What are clinical trials and why are they important for blood cancer?

People with blood cancers (leukaemias, lymphomas and Multiple Myeloma) who agree to take part in a clinical trial are contributing to the development of our knowledge about the safety and effectiveness of new blood cancer drugs. It is important to know that there are many types of leukaemia and lymphoma, all of which need to be considered uniquely when designing trials. The results of a trial on a sub-type of Acute Myeloid Leukaemia (AML) will not be applicable to Chronic Lymphocytic Leukaemia or even another sub-type of AML, for example.

Clinical trials are designed and run with the aim of improving upon the drug, or combinations of drugs, that are normally used for a specific disease in standard clinical practice.
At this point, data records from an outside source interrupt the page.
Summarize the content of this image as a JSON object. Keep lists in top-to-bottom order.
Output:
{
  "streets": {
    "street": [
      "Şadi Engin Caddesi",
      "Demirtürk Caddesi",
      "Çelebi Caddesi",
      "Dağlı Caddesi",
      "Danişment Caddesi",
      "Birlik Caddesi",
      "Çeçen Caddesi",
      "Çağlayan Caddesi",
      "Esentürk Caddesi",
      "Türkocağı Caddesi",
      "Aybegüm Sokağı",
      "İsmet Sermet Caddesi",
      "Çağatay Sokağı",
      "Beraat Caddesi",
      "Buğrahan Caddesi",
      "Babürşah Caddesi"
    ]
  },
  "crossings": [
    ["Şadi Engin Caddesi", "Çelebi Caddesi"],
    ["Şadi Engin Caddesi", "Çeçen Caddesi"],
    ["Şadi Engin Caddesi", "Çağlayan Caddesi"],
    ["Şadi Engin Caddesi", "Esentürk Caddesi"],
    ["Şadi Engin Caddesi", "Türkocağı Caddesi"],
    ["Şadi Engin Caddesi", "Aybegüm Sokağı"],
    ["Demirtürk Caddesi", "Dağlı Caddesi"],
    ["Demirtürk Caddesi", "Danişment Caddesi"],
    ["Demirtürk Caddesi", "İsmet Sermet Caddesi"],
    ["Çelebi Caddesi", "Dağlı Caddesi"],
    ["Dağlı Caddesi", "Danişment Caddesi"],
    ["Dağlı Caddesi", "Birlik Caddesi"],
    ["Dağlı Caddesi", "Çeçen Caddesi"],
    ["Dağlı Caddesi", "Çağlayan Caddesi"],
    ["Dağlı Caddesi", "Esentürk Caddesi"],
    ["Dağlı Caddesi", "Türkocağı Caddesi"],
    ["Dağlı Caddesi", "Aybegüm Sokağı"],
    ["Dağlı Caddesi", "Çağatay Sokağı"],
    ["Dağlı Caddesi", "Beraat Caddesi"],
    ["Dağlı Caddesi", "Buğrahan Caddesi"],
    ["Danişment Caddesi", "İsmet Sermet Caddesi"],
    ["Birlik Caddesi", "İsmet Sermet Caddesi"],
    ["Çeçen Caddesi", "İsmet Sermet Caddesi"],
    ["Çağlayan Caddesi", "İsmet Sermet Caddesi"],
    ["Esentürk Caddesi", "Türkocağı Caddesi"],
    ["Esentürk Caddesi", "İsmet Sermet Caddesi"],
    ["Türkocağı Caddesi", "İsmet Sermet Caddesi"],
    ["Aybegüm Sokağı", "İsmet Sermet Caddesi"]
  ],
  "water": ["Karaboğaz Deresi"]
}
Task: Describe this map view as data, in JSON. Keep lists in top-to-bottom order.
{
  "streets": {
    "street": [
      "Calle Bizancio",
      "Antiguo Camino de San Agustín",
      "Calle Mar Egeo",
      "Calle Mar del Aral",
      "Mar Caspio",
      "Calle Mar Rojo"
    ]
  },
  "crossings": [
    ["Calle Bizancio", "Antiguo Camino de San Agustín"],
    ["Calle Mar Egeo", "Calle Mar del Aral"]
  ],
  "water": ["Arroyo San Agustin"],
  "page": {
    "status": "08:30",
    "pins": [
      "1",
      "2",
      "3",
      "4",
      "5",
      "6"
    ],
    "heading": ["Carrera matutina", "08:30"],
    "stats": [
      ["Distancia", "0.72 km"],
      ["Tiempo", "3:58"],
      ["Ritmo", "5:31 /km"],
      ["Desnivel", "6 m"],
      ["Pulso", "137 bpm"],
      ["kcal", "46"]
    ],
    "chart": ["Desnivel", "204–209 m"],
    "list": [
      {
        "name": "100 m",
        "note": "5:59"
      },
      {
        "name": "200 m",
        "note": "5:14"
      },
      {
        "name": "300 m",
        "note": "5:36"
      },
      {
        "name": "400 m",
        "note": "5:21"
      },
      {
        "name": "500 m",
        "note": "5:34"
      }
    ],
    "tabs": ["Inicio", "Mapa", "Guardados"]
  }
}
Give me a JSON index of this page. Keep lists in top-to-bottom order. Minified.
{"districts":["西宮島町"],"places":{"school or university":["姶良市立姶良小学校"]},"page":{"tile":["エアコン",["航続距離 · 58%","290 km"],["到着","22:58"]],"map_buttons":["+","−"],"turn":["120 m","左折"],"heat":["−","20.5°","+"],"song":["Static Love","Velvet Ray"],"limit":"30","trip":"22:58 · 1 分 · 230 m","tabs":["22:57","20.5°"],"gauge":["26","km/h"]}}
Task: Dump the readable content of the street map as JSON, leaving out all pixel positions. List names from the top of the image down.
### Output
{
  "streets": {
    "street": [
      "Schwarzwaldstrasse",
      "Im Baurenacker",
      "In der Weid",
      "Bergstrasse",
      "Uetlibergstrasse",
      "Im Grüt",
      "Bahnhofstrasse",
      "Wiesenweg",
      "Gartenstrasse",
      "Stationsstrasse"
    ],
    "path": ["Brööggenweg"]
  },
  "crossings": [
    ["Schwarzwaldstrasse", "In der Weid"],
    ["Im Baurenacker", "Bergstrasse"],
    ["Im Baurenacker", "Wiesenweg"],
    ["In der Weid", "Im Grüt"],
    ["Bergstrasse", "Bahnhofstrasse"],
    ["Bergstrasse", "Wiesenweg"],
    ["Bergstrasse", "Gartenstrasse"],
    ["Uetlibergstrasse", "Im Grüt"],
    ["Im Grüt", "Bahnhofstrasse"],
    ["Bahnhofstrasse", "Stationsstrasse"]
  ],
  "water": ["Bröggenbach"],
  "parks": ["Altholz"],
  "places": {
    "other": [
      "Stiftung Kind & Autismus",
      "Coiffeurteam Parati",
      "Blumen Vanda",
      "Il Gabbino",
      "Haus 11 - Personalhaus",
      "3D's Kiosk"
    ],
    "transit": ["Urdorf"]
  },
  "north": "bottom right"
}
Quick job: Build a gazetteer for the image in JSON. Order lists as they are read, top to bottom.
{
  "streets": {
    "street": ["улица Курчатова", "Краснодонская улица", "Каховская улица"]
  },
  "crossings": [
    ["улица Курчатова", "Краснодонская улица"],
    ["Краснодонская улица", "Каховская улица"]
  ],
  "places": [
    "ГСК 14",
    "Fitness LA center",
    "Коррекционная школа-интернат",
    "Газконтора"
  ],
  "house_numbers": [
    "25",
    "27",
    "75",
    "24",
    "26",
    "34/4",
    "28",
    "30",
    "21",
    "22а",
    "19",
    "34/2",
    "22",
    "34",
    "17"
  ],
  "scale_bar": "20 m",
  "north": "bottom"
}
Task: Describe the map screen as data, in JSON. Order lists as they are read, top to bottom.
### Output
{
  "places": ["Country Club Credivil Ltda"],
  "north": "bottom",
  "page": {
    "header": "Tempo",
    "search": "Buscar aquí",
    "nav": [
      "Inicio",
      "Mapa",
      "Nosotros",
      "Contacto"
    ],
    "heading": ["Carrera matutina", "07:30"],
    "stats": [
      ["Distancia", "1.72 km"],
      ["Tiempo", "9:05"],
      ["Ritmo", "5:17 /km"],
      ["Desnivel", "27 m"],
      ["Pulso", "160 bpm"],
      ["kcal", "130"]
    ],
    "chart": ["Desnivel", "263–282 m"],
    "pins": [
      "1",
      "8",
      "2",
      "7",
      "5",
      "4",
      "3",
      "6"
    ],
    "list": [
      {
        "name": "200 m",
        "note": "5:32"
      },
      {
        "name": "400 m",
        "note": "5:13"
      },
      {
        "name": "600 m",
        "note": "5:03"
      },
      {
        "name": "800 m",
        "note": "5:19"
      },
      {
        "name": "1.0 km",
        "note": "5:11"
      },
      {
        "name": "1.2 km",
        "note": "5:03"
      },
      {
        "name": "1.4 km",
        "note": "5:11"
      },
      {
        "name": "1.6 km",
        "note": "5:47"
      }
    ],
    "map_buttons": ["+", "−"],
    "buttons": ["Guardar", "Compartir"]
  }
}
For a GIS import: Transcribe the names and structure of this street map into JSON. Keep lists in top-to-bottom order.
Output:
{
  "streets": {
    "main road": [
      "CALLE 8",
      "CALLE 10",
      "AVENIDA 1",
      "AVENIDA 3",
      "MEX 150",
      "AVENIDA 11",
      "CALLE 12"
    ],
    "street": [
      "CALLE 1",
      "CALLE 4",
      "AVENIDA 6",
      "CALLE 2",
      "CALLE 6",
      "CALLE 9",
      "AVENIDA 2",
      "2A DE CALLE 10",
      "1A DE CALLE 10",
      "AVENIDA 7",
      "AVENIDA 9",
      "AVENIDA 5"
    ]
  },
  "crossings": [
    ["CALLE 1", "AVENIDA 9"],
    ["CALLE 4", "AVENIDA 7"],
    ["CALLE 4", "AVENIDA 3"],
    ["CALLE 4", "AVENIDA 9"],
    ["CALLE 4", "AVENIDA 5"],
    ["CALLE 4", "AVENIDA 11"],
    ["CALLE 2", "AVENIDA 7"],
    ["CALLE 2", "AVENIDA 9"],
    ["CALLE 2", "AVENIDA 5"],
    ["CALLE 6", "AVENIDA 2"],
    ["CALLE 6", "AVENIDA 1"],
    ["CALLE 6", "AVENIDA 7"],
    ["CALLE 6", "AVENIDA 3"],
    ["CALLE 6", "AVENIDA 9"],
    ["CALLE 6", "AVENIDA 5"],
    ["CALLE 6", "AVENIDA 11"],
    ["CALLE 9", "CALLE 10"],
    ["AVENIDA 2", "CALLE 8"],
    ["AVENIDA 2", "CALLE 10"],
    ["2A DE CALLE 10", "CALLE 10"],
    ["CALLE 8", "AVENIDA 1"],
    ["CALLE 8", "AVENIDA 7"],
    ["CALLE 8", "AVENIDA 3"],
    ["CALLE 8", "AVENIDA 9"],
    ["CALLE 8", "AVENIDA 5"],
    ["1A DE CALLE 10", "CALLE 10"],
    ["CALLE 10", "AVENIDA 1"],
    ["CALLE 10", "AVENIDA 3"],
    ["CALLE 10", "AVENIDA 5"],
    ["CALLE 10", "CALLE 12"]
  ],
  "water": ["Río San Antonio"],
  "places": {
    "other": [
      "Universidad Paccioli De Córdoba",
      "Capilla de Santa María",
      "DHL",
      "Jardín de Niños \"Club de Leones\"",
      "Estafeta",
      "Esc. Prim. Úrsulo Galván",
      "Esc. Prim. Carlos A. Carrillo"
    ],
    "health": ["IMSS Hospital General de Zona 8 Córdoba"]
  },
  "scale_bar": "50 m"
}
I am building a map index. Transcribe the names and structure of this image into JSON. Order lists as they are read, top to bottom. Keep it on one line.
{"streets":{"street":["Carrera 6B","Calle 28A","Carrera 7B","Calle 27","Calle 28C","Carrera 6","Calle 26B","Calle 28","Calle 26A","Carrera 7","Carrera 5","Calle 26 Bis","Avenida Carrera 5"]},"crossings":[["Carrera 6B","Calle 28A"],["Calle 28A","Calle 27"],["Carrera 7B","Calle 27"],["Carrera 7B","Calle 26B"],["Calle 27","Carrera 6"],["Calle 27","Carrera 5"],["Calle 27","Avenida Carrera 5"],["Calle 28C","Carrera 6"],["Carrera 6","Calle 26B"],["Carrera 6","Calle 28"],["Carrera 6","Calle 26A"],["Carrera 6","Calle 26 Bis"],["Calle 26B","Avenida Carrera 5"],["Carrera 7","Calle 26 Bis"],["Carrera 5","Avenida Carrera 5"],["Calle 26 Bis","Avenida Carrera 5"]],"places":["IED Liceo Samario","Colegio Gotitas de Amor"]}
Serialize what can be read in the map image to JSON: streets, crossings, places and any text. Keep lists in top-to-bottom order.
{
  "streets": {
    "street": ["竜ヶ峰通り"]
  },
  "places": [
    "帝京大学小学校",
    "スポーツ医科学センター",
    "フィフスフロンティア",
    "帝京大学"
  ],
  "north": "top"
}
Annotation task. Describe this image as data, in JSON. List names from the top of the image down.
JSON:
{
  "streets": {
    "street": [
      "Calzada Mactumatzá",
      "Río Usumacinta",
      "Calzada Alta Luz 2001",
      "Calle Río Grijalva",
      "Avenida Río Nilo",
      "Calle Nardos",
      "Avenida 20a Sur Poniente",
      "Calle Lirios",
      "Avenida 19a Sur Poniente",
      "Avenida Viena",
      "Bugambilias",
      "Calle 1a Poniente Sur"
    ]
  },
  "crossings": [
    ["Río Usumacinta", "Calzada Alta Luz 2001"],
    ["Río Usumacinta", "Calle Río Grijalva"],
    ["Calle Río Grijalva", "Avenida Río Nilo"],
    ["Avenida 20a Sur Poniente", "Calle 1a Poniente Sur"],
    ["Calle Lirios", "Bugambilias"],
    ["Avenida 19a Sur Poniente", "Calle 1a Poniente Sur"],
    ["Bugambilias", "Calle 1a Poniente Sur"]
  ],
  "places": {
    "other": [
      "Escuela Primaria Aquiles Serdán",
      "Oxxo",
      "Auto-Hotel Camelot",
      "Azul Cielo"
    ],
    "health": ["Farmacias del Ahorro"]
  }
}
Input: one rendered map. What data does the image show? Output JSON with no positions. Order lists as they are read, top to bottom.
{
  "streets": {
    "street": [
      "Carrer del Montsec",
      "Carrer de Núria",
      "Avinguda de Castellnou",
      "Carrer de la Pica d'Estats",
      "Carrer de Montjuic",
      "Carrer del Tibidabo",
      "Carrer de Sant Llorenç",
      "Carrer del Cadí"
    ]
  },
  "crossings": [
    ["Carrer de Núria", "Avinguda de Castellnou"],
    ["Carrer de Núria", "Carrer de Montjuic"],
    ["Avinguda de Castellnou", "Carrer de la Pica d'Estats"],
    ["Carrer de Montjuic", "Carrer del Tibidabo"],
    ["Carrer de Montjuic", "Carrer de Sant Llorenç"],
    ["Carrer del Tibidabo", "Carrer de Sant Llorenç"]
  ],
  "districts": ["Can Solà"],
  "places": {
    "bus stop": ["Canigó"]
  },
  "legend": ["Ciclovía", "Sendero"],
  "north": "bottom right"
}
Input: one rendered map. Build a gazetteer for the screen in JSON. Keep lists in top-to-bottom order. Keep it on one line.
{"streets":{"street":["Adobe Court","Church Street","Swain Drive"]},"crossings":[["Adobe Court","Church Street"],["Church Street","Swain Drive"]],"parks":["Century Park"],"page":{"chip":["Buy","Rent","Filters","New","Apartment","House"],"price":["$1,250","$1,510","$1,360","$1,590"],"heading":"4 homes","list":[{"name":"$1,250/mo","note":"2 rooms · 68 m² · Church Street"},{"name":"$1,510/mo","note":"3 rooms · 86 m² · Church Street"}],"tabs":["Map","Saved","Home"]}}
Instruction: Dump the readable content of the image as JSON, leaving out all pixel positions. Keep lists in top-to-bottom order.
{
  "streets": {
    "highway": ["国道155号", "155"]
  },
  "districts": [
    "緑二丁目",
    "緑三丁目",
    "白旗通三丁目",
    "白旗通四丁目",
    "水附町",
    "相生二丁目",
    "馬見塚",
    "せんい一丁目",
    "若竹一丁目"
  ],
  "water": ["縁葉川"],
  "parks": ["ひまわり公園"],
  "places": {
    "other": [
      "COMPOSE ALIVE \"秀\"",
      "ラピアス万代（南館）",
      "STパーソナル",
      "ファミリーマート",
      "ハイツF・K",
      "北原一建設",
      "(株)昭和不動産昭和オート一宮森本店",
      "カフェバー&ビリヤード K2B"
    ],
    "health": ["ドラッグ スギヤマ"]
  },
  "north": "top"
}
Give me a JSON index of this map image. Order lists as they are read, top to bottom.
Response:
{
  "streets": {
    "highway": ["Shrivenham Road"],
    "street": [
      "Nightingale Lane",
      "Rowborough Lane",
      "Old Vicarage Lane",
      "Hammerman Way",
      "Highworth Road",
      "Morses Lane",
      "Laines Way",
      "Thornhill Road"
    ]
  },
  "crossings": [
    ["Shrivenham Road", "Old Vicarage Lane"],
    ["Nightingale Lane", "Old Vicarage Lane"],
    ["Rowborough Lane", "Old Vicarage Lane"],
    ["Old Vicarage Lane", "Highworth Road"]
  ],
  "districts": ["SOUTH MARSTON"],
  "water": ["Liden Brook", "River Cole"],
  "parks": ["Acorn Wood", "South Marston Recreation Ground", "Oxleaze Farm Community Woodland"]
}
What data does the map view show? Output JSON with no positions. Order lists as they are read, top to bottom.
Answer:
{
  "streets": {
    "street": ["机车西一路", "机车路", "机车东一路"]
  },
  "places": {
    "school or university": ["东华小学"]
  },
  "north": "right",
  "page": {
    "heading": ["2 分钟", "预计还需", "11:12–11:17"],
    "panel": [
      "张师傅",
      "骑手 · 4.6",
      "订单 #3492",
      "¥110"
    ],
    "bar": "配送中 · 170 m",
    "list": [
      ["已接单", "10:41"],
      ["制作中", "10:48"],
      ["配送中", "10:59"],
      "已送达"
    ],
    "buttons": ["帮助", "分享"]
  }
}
These standard treatments, known as the Standard of Care, were established as the best available treatments in earlier clinical trials.

The ultimate aim of blood cancer trials is to develop cures for these devastating diseases and there are examples of where this has already been achieved. The majority of cases of childhood Acute Lymphoblastic Leukaemia, Hodgkin Lymphoma and Chronic Myeloid Leukaemia are cured by treatments that have become the Standard of Care following successive clinical trials.

Unfortunately, for most types of blood cancer there are very few treatments that cure a majority of patients. Sequential trials that each improve upon previous standards of care have enabled cures in some patients and have improved outcomes with respect to prolonging life and improving the quality of life in all types of blood cancer.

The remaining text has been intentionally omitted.